(Stored items)
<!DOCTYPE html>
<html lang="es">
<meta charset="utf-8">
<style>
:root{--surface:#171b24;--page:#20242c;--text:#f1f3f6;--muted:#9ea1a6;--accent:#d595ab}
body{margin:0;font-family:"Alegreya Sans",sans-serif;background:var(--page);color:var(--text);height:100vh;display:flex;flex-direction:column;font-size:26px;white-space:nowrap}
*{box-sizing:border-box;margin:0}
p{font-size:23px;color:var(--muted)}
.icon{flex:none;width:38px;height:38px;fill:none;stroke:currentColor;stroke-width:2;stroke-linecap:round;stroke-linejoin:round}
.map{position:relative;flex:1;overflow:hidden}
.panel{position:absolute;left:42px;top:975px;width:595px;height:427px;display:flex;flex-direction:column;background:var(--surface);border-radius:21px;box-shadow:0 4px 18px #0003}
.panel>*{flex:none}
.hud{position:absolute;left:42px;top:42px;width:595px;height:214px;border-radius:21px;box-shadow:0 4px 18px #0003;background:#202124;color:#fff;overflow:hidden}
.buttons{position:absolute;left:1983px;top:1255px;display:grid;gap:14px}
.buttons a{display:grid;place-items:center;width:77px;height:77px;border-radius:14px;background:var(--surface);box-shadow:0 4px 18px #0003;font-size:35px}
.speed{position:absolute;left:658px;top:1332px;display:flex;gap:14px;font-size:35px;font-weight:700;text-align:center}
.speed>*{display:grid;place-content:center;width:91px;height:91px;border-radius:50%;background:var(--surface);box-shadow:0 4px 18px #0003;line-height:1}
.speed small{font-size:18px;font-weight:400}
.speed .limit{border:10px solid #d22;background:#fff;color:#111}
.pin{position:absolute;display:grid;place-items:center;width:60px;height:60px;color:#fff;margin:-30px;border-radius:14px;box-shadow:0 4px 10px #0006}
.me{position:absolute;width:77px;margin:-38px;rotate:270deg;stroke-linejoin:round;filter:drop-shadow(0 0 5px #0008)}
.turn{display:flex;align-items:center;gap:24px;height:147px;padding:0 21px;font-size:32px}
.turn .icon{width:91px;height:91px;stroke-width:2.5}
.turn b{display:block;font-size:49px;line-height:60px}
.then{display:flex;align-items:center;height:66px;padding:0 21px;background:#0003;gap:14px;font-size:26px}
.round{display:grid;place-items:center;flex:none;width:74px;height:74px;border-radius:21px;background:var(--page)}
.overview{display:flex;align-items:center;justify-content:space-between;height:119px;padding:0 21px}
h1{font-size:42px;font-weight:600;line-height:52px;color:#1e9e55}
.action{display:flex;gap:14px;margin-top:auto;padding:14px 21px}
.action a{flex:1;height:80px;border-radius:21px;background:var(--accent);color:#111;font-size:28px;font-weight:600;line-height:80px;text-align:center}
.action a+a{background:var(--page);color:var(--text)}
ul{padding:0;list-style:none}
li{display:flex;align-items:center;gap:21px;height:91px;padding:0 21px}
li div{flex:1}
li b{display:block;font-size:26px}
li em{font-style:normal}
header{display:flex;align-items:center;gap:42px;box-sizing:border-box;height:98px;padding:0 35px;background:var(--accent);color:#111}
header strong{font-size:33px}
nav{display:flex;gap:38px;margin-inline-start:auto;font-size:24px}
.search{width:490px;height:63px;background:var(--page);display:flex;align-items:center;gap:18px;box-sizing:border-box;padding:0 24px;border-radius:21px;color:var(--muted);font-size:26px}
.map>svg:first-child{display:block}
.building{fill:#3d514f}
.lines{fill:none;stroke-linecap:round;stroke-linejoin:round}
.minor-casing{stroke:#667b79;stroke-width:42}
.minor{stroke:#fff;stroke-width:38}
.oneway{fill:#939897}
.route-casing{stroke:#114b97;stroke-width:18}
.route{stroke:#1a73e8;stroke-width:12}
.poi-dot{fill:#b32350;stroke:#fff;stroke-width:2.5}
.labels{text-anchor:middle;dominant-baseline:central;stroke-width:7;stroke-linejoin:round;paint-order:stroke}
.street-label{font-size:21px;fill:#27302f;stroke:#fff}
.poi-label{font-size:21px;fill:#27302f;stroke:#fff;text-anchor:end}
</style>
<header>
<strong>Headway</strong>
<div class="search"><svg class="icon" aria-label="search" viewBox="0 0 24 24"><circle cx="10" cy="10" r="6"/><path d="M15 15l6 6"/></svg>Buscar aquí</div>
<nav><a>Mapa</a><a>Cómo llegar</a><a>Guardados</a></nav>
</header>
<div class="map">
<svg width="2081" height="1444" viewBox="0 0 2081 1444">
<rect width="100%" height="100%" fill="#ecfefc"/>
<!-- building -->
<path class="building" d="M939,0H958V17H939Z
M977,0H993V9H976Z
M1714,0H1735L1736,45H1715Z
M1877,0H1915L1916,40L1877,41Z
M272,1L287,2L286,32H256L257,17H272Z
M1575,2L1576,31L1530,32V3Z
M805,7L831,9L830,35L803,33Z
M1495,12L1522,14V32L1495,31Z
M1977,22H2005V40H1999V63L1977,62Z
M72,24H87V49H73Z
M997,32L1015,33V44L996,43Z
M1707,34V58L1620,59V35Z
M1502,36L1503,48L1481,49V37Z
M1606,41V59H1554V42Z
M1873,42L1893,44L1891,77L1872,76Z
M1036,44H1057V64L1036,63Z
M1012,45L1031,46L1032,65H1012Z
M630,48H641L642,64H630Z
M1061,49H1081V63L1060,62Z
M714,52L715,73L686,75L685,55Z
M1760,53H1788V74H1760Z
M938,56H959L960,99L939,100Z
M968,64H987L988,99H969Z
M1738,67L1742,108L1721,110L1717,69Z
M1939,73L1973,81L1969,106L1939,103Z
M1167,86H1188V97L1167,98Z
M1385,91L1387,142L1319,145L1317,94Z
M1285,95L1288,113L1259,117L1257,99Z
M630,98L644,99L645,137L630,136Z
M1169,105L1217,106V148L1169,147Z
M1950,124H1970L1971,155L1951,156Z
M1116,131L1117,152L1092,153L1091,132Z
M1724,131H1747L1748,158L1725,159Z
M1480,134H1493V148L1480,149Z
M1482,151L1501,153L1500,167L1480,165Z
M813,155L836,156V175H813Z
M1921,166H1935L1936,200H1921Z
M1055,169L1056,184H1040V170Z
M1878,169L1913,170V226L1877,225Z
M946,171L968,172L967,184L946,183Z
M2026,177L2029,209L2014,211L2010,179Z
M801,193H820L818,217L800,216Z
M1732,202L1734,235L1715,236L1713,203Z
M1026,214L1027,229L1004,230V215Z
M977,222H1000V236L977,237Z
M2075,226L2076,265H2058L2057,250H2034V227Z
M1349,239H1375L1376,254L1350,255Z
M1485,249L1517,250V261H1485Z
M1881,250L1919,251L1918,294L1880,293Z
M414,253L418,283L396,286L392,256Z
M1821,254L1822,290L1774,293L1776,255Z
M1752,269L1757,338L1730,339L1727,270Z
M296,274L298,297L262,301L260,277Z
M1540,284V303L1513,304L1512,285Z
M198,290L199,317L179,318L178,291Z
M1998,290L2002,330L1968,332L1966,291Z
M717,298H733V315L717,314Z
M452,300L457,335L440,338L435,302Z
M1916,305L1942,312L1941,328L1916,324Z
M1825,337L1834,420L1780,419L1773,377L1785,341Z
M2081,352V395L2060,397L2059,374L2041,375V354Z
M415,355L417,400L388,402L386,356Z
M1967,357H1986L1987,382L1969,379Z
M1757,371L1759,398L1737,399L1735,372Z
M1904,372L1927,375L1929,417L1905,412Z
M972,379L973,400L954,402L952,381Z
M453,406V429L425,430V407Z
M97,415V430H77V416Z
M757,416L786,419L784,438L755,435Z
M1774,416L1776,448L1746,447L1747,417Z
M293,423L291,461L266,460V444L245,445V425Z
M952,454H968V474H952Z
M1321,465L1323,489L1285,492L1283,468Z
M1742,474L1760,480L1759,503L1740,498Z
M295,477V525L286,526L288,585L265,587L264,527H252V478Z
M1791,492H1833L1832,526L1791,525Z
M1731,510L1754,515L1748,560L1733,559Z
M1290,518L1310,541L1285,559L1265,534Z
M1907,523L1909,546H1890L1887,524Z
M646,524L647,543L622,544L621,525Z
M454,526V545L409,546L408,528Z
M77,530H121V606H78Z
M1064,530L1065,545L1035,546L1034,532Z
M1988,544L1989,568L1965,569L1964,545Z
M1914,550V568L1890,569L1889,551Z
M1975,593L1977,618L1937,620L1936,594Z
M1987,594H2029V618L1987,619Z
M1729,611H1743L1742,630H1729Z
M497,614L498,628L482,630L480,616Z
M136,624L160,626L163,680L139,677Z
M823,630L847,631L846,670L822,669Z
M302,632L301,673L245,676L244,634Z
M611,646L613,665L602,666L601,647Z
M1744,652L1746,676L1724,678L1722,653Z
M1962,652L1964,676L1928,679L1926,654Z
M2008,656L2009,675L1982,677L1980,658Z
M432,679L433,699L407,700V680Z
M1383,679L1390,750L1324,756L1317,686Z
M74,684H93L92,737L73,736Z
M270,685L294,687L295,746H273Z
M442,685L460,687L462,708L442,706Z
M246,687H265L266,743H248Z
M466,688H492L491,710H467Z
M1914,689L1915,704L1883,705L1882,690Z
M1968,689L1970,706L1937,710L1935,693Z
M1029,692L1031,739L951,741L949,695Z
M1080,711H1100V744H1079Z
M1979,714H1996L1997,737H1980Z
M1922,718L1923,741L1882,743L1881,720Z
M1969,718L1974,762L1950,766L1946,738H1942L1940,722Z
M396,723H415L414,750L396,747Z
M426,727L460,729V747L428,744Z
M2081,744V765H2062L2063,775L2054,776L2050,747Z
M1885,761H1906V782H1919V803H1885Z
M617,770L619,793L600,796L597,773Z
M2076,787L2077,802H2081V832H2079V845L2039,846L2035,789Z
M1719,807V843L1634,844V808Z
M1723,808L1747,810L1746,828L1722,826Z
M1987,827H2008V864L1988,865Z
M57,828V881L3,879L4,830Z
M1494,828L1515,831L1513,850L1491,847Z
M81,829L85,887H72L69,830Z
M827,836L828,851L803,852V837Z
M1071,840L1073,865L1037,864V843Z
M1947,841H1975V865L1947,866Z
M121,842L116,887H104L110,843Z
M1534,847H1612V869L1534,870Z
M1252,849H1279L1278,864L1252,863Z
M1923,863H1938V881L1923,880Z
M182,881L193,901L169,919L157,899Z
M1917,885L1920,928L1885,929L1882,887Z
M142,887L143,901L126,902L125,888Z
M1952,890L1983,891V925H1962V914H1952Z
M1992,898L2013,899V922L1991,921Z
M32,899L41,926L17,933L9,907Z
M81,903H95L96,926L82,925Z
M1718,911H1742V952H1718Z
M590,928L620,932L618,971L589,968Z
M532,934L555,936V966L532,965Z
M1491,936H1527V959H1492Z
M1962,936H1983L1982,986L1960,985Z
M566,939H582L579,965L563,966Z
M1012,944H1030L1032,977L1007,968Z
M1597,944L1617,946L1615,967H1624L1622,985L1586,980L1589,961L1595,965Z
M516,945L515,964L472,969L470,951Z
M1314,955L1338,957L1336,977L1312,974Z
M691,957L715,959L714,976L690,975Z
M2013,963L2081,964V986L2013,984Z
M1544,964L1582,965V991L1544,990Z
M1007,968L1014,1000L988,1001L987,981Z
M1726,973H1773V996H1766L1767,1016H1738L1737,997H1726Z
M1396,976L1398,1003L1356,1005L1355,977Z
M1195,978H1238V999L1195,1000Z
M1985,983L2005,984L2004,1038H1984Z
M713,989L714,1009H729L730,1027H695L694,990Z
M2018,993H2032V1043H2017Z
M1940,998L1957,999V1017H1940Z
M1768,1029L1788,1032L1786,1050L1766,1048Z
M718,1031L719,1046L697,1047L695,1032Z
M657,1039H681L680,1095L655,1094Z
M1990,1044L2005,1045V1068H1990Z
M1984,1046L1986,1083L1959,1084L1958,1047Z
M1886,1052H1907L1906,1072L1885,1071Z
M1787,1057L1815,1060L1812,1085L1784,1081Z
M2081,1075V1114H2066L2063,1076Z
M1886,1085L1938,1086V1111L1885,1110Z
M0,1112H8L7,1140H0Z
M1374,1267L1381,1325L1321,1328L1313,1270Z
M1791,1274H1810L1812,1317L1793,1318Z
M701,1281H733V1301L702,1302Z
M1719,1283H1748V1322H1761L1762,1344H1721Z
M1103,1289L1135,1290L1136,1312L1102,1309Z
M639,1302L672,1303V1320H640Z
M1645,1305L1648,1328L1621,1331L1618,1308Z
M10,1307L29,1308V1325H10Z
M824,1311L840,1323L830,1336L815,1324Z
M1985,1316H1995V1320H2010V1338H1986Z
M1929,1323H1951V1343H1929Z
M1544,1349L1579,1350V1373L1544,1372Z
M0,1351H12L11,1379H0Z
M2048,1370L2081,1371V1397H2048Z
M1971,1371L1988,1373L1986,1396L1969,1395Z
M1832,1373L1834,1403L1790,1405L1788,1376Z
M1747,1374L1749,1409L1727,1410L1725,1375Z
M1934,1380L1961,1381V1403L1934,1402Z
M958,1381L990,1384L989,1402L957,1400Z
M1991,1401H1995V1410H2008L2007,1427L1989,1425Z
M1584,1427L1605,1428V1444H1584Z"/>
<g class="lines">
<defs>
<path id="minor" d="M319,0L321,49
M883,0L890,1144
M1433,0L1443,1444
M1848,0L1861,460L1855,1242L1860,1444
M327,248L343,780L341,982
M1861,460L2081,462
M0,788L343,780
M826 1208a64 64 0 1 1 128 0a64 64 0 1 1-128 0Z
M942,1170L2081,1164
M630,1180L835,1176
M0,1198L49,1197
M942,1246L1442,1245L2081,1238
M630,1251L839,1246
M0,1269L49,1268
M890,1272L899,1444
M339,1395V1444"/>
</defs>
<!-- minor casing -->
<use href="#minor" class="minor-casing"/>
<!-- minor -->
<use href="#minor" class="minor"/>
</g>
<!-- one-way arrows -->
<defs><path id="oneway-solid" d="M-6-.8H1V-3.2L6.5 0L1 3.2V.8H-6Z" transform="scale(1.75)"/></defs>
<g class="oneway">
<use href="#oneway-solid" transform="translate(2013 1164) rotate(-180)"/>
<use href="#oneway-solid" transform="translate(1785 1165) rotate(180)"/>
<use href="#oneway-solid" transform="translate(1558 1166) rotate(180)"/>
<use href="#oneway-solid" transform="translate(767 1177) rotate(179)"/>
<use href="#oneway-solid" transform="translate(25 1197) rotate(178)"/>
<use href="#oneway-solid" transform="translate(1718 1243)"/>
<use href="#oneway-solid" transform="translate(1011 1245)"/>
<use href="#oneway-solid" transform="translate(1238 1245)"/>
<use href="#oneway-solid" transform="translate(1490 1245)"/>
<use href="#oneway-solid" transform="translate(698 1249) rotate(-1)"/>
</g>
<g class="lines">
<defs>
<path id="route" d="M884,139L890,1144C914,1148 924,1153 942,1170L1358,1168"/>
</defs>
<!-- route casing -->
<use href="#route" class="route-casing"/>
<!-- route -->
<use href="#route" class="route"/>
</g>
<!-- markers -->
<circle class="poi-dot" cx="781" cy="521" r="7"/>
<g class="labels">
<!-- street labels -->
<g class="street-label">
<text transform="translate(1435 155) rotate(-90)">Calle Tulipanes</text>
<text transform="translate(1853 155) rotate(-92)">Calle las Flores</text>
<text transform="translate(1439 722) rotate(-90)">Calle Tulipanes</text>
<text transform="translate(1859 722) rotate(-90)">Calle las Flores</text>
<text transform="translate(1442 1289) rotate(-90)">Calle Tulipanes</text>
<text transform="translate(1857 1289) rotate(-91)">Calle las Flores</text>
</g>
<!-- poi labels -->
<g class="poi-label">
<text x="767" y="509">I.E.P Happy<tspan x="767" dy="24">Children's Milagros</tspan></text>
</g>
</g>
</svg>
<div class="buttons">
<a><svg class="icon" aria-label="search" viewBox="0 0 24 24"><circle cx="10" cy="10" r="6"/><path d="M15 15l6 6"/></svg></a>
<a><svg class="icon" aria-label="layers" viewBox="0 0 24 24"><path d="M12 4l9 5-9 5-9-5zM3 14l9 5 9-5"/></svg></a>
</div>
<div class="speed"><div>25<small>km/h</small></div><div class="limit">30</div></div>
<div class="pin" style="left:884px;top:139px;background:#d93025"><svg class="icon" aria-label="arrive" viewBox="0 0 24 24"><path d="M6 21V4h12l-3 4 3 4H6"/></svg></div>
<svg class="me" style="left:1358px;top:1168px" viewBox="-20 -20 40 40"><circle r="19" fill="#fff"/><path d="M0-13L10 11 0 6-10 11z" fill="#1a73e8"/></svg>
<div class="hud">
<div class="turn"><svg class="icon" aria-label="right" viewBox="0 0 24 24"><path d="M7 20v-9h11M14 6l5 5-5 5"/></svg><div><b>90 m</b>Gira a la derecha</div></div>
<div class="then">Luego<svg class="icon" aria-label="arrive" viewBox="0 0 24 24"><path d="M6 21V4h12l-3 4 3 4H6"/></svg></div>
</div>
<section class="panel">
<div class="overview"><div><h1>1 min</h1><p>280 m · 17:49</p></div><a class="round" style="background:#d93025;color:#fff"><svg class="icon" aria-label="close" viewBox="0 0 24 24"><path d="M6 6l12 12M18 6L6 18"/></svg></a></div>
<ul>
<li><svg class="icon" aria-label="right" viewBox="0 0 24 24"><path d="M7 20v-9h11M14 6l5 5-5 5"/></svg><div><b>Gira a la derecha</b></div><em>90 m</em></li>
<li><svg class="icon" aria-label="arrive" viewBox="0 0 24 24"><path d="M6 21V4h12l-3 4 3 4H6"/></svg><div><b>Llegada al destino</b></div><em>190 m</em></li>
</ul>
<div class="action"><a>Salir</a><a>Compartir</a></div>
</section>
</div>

# WHAT IS BEING ASKED
Return, word for word, the lines of the data above from the line with "M1914,689L1915,704L1883,705L1882,690Z" through the line with "M1491,936H1527V959H1492Z", inclusive.

# SOLUTION FOR THIS PROBLEM
M1914,689L1915,704L1883,705L1882,690Z
M1968,689L1970,706L1937,710L1935,693Z
M1029,692L1031,739L951,741L949,695Z
M1080,711H1100V744H1079Z
M1979,714H1996L1997,737H1980Z
M1922,718L1923,741L1882,743L1881,720Z
M1969,718L1974,762L1950,766L1946,738H1942L1940,722Z
M396,723H415L414,750L396,747Z
M426,727L460,729V747L428,744Z
M2081,744V765H2062L2063,775L2054,776L2050,747Z
M1885,761H1906V782H1919V803H1885Z
M617,770L619,793L600,796L597,773Z
M2076,787L2077,802H2081V832H2079V845L2039,846L2035,789Z
M1719,807V843L1634,844V808Z
M1723,808L1747,810L1746,828L1722,826Z
M1987,827H2008V864L1988,865Z
M57,828V881L3,879L4,830Z
M1494,828L1515,831L1513,850L1491,847Z
M81,829L85,887H72L69,830Z
M827,836L828,851L803,852V837Z
M1071,840L1073,865L1037,864V843Z
M1947,841H1975V865L1947,866Z
M121,842L116,887H104L110,843Z
M1534,847H1612V869L1534,870Z
M1252,849H1279L1278,864L1252,863Z
M1923,863H1938V881L1923,880Z
M182,881L193,901L169,919L157,899Z
M1917,885L1920,928L1885,929L1882,887Z
M142,887L143,901L126,902L125,888Z
M1952,890L1983,891V925H1962V914H1952Z
M1992,898L2013,899V922L1991,921Z
M32,899L41,926L17,933L9,907Z
M81,903H95L96,926L82,925Z
M1718,911H1742V952H1718Z
M590,928L620,932L618,971L589,968Z
M532,934L555,936V966L532,965Z
M1491,936H1527V959H1492Z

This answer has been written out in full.